● Problem description
The lines to copy are those in the listing that hold the word "service".

# # # # # # #

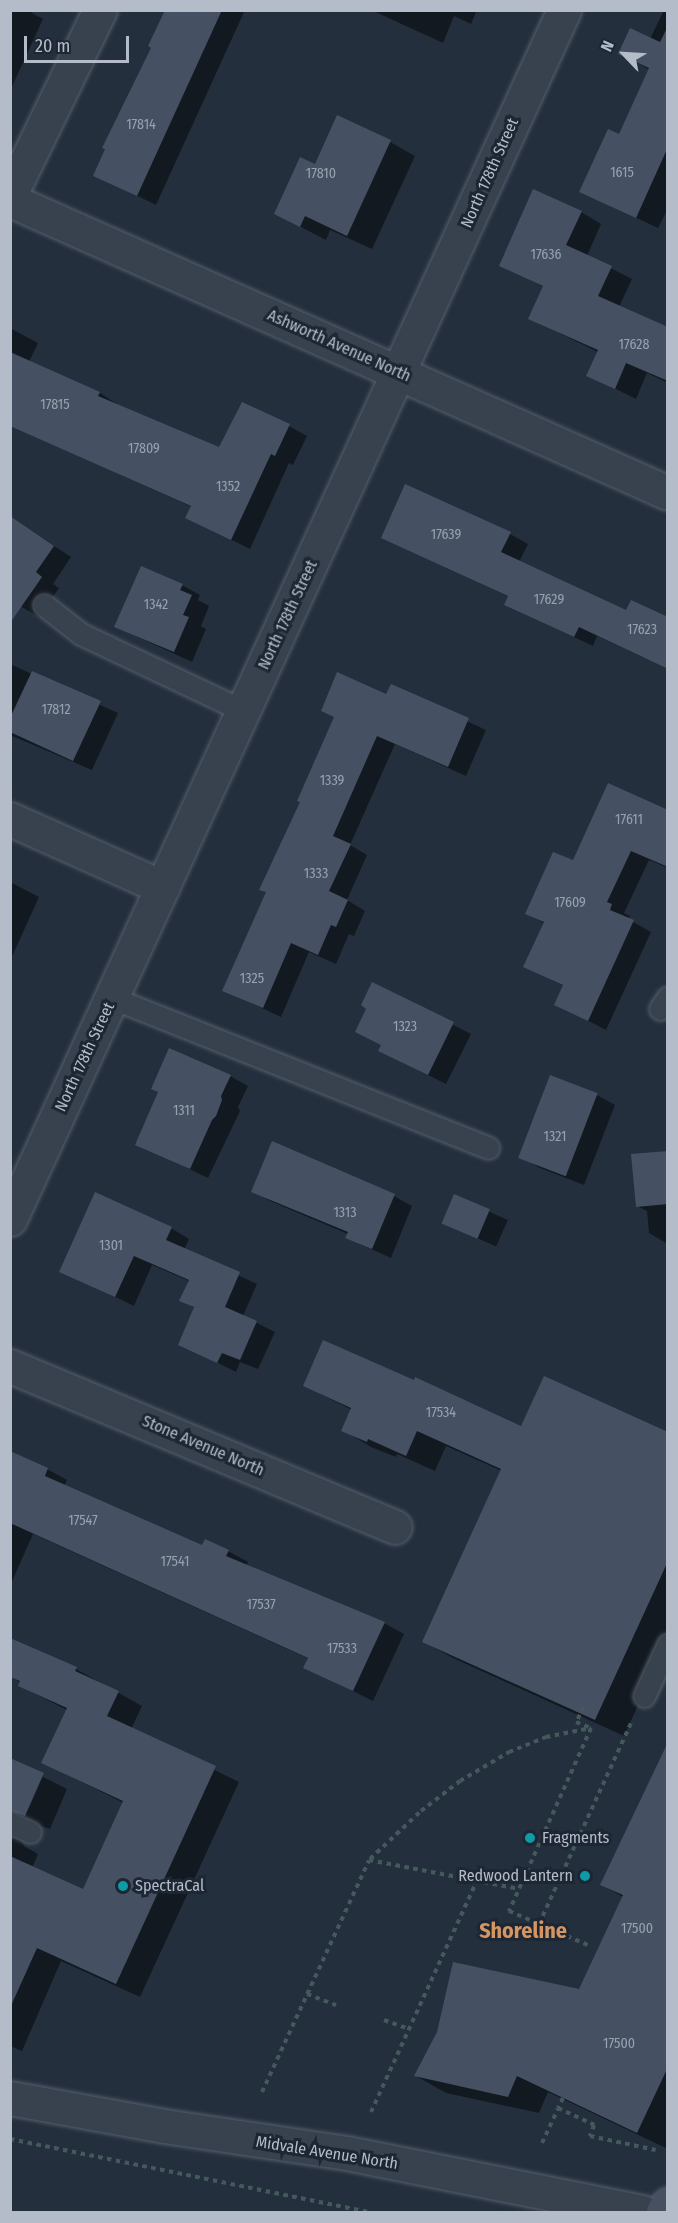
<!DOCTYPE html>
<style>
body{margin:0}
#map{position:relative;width:678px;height:2223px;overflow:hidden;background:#242f3e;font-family:"Fira Sans Condensed",sans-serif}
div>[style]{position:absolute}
.shadow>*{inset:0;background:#0007;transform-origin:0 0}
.building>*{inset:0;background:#455162;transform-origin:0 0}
.path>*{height:4px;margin-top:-2px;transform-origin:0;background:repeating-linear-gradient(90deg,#44595c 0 4.5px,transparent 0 9px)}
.roads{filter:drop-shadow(0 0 2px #565f6c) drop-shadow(0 0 2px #565f6c)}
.service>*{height:21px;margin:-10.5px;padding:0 10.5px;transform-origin:10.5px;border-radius:10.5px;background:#38414e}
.minor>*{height:33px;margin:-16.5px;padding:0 16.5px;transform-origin:16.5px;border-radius:16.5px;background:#38414e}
.tertiary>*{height:33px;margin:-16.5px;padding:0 16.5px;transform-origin:16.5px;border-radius:16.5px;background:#38414e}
.secondary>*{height:33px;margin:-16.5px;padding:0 16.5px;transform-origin:16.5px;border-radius:16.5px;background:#465061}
.dots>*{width:16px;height:16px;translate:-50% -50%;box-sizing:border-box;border:3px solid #1d2633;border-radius:50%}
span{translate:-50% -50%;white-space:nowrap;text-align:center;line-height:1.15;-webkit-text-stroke:6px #1d2633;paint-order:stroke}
.number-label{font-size:14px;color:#98a1af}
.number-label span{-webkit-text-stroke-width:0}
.street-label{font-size:16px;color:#b4bcc9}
.poi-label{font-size:16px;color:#b4bcc9}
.left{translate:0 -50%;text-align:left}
.right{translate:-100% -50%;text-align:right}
.district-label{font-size:22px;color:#d59563;font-weight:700}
.frame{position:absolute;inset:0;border:12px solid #b4bcc9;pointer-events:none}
.north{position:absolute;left:594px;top:24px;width:60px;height:60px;-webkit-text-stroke:4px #1d2633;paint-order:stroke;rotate:295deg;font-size:16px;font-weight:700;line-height:24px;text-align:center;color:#b4bcc9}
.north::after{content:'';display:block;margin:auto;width:21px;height:27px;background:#b4bcc9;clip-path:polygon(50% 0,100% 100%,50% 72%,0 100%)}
.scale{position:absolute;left:24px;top:36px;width:105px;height:27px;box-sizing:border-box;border:3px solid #b4bcc9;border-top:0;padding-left:8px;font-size:18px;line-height:21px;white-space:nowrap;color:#b4bcc9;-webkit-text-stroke:4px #1d2633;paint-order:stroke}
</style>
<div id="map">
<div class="shadow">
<div style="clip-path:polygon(10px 10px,33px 10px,32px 13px,43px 19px,10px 91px)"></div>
<div style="clip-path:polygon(166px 10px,245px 10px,156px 205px,95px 175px,107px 149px,104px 147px,153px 48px)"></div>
<div style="clip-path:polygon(371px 10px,477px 10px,471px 24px,454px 16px,443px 43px)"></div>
<div style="clip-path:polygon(664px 10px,668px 10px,668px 208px,658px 228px,581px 192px,620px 136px,650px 70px,620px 54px,650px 39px)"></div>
<div style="clip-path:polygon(390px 142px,415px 156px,372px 249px,330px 230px,326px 240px,276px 214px,315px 166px)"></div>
<div style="clip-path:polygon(581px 212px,601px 224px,587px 256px,632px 279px,619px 307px,668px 329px,668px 383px,647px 373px,636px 399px,588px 375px,598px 352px,530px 319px,544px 287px,501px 265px)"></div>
<div style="clip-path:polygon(10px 328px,38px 343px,29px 362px,100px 393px,117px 404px,116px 406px,219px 449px,289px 426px,307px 436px,293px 465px,289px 463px,250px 549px,187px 518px,192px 507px,10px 425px)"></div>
<div style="clip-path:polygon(10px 517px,71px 557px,53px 584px,59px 588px,39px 617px,10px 600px)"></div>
<div style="clip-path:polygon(510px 534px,528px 544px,519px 562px,627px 612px,668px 619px,668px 669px,597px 636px,593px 646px,524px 614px,506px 604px,509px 597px,383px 537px)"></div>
<div style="clip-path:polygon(142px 568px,182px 585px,200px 595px,198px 600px,209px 606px,201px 626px,206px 629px,192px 662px,116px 627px)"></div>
<div style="clip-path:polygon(10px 664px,118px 713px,92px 770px,10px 735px)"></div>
<div style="clip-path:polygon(392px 686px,486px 730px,466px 776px,395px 744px,350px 845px,367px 855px,347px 900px,365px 911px,354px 936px,349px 934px,336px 964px,309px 952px,281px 1017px,224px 990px)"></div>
<div style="clip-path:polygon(668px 812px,668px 868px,649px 860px,624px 913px,630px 916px,628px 919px,651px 932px,606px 1030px,556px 1004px,564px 986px,525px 966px,545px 924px,527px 913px,573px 862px)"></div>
<div style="clip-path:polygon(10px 882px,39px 897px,10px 961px)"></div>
<div style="clip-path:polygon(373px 984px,471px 1034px,446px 1084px,398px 1060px,382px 1045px,368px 1008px)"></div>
<div style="clip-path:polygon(230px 1076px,248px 1086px,238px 1107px,240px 1111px,208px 1178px,137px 1144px)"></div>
<div style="clip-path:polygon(550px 1076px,597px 1095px,615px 1105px,584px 1185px,540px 1168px,523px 1158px)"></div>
<div style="clip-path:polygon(668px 1153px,668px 1243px,666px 1243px,649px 1233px,647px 1211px,637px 1206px)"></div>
<div style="clip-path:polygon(253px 1191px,394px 1196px,412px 1206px,391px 1258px,347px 1238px,348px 1234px,270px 1201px)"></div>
<div style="left:454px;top:1196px;width:59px;height:29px;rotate:24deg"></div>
<div style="clip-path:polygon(171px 1228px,189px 1239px,184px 1250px,257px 1284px,243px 1316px,275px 1332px,258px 1369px,240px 1362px,236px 1372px,180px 1344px,195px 1308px,181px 1300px,189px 1281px,152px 1265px,134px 1306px,61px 1271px)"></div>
<div style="clip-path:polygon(305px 1386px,522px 1428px,668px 1433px,668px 1640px,624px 1736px,453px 1658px,424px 1642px,502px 1471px,446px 1446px,435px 1471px,397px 1454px,396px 1457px,371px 1447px,343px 1430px,352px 1410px)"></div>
<div style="clip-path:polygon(10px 1461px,47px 1469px,67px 1480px,64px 1486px,202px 1547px,228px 1551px,248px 1562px,246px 1566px,384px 1623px,404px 1634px,373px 1701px,305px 1667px,309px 1659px,33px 1534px,10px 1586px)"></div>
<div style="clip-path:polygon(16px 1642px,76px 1669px,142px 1706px,131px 1729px,239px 1782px,140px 1997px,61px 1961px,22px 2051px,10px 2046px,10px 1760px,67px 1789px,50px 1829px,33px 1823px,22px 1831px,21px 1840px,24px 1846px,38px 1854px,32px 1868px,83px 1891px,124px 1803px,43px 1763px,67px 1710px,20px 1686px,21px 1683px,10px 1676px)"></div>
<div style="clip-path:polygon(668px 1783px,668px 2149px,548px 2092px,539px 2113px,446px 2093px,416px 2076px,580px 1991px,623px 1897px,602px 1885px)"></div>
</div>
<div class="building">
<div style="clip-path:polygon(165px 10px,222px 10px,137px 196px,93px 176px,105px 149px,102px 148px,151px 48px,148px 46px)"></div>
<div style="clip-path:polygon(668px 26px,668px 147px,636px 218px,579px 192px,608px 129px,619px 134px,649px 68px,618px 54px,630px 28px,660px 42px)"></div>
<div style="clip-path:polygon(337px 115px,391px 140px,347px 236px,305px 216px,300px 227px,274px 214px,300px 157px,315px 164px)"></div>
<div style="clip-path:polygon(533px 189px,582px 211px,566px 245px,612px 266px,598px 296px,668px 327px,668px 381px,626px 363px,615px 389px,586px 376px,598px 350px,528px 319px,543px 286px,499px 266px)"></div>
<div style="clip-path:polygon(10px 352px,100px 392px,98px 396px,219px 447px,242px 402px,290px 424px,275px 456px,271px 454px,231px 540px,185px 518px,191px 506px,10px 426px)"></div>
<div style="clip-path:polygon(405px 484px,511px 532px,501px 552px,626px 610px,631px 600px,668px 617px,668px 669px,579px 627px,574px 637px,504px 605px,508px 596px,381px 538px)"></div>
<div style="clip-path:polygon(10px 516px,54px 546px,36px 572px,42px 577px,10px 623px)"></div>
<div style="clip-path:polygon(141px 566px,183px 584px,180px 590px,192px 595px,183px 615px,189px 617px,174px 652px,114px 627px)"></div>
<div style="clip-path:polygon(32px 671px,101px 701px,73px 761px,10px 732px,10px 718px)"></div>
<div style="clip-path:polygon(337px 672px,386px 694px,391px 684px,469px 718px,448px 767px,377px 736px,333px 836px,351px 844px,329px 891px,348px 900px,336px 927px,331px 925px,318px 955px,291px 943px,263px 1008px,222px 991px,266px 892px,259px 890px,300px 802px,297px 801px,334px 717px,321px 711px)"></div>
<div style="clip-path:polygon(608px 783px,668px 810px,668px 867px,631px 851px,607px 902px,612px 904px,610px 910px,634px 920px,588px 1021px,554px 1005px,563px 985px,523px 967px,544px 922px,525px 914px,553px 852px,573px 860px)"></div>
<div style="clip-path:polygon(372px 982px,454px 1022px,428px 1075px,378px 1051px,381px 1045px,355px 1032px,366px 1009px,361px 1005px)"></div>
<div style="clip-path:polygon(169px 1048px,231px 1075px,221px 1096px,222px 1100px,216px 1116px,212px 1120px,190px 1169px,135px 1145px,158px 1092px,151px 1089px)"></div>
<div style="left:550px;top:1075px;width:51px;height:89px;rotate:21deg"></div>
<div style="clip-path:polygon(272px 1141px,395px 1194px,372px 1249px,345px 1238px,348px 1232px,251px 1192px)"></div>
<div style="clip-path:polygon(668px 1151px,668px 1204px,636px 1207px,631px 1154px)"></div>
<div style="clip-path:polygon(95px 1192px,172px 1227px,166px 1240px,240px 1272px,225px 1307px,257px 1321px,240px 1360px,222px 1353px,217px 1363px,178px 1345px,194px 1307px,179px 1301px,189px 1280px,134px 1256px,115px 1297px,59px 1272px)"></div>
<div style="left:454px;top:1194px;width:39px;height:32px;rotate:23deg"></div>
<div style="clip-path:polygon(323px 1340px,414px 1380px,415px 1377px,521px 1426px,544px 1376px,668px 1432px,668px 1561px,595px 1720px,422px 1642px,501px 1469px,417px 1431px,406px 1456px,368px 1439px,367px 1442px,341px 1431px,351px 1408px,303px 1386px)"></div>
<div style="clip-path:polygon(10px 1451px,48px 1468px,45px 1476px,202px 1545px,205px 1539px,229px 1550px,226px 1556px,385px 1622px,353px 1691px,303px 1668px,308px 1658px,10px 1523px)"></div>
<div style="clip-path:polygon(10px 1638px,77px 1667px,75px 1671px,119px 1691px,107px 1716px,216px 1766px,116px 1984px,37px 1948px,10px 2008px,10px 1856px,83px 1889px,123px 1801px,41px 1763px,67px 1708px,18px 1686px,20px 1681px,10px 1677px)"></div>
<div style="clip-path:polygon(668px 1742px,668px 2067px,637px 2133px,517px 2076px,508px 2097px,414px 2076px,437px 2032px,453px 1962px,579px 1989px,623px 1895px,600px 1885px)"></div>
<div style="clip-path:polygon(10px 1758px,44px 1773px,25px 1816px,10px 1811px)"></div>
</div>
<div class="path">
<div style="left:584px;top:1707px;width:17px;rotate:118deg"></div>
<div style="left:576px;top:1722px;width:16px;rotate:22deg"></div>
<div style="left:591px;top:1728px;width:201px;rotate:114.1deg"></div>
<div style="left:509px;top:1911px;width:88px;rotate:23.4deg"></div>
<div style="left:370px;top:1859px;width:70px;rotate:-43.3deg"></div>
<div style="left:421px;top:1811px;width:49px;rotate:-37.6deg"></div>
<div style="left:460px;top:1781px;width:57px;rotate:-30.6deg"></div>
<div style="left:509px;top:1752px;width:40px;rotate:-22deg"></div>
<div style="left:546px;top:1737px;width:46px;rotate:-11.3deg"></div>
<div style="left:539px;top:1924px;width:223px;rotate:-65.4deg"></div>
<div style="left:307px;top:1994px;width:31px;rotate:21deg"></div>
<div style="left:384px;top:2020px;width:27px;rotate:20deg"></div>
<div style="left:262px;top:2092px;width:255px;rotate:-65.2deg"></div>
<div style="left:369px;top:1860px;width:153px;rotate:10.9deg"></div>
<div style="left:563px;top:2098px;width:11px;rotate:117deg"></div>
<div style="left:558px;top:2108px;width:40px;rotate:25deg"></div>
<div style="left:594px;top:2125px;width:12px;rotate:110deg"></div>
<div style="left:590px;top:2136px;width:67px;rotate:12deg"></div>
<div style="left:371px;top:2112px;width:255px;rotate:-65.4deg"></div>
<div style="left:10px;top:2139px;width:367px;rotate:11.5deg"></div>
<div style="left:542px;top:2143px;width:38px;rotate:-65deg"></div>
</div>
<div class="roads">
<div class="service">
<div style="left:44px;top:605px;width:47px;rotate:38.1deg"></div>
<div style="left:81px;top:634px;width:180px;rotate:25.3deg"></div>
<div style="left:112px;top:998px;width:405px;rotate:21.7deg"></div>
<div style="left:660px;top:1009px;width:14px;rotate:-56deg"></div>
<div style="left:644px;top:1696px;width:57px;rotate:-65.2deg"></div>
<div style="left:10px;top:1823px;width:22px;rotate:24deg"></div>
</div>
<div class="minor">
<div style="left:10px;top:195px;width:206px;rotate:-64.1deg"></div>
<div style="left:10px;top:819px;width:167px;rotate:24.1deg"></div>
<div style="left:10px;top:1219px;width:1330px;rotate:-65.38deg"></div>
<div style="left:10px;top:1366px;width:417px;rotate:22.7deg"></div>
</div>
<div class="tertiary">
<div style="left:10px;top:200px;width:720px;rotate:24deg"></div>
<div style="left:10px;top:2098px;width:157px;rotate:10.3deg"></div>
<div style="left:164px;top:2126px;width:185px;rotate:8.4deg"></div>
<div style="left:347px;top:2153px;width:301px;rotate:11.3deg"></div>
</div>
<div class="secondary">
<div style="left:663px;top:2212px;width:9px;rotate:-58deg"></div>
</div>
</div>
<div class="dots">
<div style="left:530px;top:1838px;background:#0f9aa8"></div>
<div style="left:585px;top:1876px;background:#0f9aa8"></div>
<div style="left:123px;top:1886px;background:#0f9aa8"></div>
</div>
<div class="number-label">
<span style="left:141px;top:125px">17814</span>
<span style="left:622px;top:173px">1615</span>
<span style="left:321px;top:174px">17810</span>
<span style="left:546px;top:255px">17636</span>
<span style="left:634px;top:345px">17628</span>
<span style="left:55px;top:405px">17815</span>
<span style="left:144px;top:449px">17809</span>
<span style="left:228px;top:487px">1352</span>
<span style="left:446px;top:535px">17639</span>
<span style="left:549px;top:600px">17629</span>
<span style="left:156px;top:605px">1342</span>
<span style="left:642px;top:630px">17623</span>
<span style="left:56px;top:710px">17812</span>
<span style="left:332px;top:781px">1339</span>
<span style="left:629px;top:820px">17611</span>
<span style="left:316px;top:874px">1333</span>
<span style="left:570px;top:903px">17609</span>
<span style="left:252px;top:979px">1325</span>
<span style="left:405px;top:1027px">1323</span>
<span style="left:184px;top:1111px">1311</span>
<span style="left:555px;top:1137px">1321</span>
<span style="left:345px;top:1213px">1313</span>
<span style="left:111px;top:1246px">1301</span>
<span style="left:441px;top:1413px">17534</span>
<span style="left:83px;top:1521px">17547</span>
<span style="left:175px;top:1562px">17541</span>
<span style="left:261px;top:1605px">17537</span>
<span style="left:342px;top:1649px">17533</span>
<span style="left:637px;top:1929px">17500</span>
<span style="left:619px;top:2044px">17500</span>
</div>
<div class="street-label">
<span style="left:490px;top:173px;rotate:-66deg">North 178th Street</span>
<span style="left:339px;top:346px;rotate:24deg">Ashworth Avenue North</span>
<span style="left:288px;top:615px;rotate:-65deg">North 178th Street</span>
<span style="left:85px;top:1057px;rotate:-65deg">North 178th Street</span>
<span style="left:203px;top:1446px;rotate:23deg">Stone Avenue North</span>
<span style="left:327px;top:2153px;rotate:9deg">Midvale Avenue North</span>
</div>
<div class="poi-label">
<span class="left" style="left:542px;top:1838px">Fragments</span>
<span class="right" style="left:573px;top:1876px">Redwood Lantern</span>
<span class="left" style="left:135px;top:1886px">SpectraCal</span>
</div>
<div class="district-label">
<span style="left:523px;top:1931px">Shoreline</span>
</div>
<div class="frame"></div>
<div class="north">N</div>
<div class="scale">20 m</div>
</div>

# # # # # # #

● Exercise solution
.service>*{height:21px;margin:-10.5px;padding:0 10.5px;transform-origin:10.5px;border-radius:10.5px;background:#38414e}
<div class="service">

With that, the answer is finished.